The low light in the cell, angle of projection and size of the image all assist in the illusion that the person projected is really speaking with the viewer. And more subtle cues like the dampness and low moldy smells contribute to the sense of fear and imprisonment. It is the perfect theater for this film. Many transgendered prisoners are kept in solitary confinement for their own protection—in effect subjecting them to the worst of prison punishments for their gender identity. Solitude and separation recur in the stories told in Handelman’s videos and in the architecture and design of the prison itself.
Other exhibits focus on different elements of life in Eastern State—the current work by Greg Cowper is about the insect life there and is based on an inmate who collected eighteen species of butterflies and moths while there in solitary confinement. This exhibit also intends to reflect on the solitary nature of life in prison, but lacks the immediacy and intensity of Handelman’s work. While I enjoyed the display, I was not strongly moved by the work. I could say the same of several other pieces on display—they were interesting pieces, but they did not make me feel strongly about the daily horrors of prison life.

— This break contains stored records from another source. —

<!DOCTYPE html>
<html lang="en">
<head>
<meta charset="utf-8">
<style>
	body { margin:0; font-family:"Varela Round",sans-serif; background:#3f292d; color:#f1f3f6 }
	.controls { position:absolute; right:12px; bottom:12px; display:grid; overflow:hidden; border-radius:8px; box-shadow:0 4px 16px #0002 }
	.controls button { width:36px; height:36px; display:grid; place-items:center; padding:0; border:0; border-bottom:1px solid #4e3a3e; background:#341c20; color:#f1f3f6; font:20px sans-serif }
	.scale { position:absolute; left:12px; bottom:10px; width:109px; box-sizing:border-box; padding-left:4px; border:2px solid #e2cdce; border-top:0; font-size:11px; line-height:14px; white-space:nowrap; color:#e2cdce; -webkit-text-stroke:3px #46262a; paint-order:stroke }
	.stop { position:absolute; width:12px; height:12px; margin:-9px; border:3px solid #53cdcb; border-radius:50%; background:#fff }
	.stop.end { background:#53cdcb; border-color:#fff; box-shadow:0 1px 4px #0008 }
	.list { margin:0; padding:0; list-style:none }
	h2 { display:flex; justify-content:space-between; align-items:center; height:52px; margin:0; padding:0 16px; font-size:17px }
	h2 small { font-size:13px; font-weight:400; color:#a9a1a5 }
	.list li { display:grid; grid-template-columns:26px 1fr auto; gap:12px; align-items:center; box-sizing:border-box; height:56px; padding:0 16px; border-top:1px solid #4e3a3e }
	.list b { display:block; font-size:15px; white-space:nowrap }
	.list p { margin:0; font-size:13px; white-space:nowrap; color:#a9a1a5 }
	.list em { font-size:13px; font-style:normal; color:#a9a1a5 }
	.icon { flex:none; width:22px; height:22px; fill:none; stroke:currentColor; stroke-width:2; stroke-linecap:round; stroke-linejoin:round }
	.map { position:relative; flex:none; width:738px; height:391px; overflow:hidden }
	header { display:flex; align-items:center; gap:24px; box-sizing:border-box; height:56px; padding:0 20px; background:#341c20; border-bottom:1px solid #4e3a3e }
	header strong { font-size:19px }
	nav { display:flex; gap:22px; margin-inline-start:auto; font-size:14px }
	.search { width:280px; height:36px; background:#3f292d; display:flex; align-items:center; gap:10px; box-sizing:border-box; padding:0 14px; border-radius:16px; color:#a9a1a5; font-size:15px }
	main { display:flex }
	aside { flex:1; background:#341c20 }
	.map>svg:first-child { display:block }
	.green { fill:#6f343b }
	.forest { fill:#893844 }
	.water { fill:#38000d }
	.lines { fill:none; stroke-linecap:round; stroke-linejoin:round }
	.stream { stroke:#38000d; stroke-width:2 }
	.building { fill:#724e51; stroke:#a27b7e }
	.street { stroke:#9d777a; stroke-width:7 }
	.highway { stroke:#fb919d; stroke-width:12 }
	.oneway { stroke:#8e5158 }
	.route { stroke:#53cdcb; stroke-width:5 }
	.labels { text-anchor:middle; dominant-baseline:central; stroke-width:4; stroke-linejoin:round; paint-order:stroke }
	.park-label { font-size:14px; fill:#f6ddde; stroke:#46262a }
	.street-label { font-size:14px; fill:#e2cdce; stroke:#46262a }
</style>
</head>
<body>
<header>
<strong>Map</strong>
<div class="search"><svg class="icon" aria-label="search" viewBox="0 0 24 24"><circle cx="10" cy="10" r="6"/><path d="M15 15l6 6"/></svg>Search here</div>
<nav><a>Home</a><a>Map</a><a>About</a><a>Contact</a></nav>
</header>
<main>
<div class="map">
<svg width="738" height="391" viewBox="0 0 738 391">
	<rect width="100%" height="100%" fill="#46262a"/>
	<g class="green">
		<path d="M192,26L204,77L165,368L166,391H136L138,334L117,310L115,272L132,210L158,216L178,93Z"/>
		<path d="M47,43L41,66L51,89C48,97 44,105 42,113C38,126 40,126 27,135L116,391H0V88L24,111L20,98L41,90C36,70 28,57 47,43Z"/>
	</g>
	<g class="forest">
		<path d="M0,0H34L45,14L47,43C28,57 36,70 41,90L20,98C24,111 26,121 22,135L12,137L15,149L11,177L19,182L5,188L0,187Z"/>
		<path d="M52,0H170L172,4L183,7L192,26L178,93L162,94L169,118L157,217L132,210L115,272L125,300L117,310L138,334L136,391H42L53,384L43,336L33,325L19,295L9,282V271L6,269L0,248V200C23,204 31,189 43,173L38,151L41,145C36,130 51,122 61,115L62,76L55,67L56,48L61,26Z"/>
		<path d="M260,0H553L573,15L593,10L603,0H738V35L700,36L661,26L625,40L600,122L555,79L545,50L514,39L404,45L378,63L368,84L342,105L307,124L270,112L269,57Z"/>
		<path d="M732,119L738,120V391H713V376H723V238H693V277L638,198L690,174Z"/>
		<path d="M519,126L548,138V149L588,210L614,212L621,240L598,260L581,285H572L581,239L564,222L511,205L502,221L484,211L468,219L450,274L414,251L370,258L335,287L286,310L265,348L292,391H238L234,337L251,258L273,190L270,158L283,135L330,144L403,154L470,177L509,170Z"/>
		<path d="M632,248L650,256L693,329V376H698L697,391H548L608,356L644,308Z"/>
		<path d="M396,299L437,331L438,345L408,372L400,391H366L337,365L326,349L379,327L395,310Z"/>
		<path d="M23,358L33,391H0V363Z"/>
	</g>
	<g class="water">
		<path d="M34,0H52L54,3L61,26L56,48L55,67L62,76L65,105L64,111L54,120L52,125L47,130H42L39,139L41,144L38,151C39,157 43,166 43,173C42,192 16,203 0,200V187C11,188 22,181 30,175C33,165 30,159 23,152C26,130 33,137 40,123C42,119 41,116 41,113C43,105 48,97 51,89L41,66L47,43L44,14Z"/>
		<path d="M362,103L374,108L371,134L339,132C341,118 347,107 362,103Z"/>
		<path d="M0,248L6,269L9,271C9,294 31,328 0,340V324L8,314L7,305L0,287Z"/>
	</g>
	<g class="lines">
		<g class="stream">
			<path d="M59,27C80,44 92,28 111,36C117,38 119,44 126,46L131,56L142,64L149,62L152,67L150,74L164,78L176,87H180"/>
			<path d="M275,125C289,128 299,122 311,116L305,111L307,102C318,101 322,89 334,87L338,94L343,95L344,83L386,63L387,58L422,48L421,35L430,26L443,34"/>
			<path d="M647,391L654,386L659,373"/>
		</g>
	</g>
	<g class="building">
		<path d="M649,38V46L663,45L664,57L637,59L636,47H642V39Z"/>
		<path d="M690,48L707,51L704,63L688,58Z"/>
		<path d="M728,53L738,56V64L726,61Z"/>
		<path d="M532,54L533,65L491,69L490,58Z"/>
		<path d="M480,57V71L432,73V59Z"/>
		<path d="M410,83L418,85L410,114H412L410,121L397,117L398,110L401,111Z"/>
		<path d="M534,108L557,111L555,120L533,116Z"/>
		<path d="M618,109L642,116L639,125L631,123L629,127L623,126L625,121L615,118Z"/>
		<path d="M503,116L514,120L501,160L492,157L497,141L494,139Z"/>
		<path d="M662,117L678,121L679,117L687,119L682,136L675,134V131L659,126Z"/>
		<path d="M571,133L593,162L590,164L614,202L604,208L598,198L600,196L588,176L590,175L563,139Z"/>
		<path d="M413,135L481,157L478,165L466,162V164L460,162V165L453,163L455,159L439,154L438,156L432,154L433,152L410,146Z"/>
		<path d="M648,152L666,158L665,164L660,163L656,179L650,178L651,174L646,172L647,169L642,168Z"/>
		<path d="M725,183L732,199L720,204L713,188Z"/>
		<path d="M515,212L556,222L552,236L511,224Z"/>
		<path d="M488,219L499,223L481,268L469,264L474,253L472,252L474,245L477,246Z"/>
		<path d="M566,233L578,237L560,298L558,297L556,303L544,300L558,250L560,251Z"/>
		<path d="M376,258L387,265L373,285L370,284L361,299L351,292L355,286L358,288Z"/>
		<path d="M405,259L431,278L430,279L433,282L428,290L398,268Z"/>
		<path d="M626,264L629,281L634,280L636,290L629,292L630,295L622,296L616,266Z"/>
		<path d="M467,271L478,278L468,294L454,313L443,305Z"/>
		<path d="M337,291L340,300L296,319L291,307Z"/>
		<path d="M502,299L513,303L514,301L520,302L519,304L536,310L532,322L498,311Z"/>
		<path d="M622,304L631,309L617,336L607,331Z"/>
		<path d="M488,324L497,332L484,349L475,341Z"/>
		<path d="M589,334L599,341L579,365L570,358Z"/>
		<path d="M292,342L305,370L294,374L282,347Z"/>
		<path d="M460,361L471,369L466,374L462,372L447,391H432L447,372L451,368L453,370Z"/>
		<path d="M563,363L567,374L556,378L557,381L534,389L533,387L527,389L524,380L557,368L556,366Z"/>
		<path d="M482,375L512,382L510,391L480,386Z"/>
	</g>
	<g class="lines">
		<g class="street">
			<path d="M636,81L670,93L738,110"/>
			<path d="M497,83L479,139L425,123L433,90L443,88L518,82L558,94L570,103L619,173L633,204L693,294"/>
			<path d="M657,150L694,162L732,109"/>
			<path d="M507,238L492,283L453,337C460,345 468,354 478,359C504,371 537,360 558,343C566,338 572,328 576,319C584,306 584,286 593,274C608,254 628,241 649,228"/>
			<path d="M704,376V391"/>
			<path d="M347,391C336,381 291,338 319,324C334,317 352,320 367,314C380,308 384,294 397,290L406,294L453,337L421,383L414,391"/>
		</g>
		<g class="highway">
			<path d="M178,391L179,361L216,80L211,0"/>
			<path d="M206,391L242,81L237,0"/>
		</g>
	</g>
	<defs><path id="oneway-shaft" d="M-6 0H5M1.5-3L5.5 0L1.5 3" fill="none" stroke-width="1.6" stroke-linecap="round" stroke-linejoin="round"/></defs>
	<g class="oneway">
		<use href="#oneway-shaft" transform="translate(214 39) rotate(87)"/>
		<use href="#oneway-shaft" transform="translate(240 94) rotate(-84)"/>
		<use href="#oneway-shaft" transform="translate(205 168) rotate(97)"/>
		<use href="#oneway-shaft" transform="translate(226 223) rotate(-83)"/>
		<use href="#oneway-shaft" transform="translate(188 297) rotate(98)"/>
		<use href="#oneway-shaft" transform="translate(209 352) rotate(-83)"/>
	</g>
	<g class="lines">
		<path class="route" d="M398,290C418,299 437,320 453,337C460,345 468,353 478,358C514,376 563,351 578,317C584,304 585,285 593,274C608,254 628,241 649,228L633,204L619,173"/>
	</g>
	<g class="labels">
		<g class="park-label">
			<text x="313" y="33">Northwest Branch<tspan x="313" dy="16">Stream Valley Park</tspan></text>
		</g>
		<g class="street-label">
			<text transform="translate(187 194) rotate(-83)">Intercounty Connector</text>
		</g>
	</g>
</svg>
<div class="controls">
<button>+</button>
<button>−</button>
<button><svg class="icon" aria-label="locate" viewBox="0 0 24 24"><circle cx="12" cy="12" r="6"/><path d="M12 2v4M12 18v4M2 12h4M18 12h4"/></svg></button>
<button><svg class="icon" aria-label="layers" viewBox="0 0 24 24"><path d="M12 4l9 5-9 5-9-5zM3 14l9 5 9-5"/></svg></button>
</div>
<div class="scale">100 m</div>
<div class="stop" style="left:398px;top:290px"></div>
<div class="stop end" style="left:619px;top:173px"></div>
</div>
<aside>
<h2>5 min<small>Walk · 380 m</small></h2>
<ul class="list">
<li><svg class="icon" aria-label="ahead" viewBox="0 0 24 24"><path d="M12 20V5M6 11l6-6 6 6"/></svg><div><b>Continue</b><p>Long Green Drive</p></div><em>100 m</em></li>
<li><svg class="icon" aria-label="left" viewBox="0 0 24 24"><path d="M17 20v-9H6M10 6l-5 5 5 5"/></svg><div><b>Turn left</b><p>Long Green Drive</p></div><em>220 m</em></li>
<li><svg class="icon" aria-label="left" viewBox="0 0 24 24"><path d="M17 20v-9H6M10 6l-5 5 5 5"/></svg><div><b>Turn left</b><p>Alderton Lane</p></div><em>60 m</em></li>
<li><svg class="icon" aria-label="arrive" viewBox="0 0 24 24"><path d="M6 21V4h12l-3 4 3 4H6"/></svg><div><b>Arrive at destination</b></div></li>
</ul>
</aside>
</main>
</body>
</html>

The synergy between Handelman’s and TODT’s works and their venues transforms each into more than it would have been on its own. Having visited both locations repeatedly, I felt more emotional impact from the conjunction of these art installations and the environment around them than on any previous visit. There have been many other worthy and interesting works on display in both locations but none that so acutely magnify and echo what each venue inherently sets out to communicate.
Tiernan Alexander was raised by culturally-minded wolves in North Texas. Since 2009 she has lived in Philadelphia studying, making, teaching and thinking about art.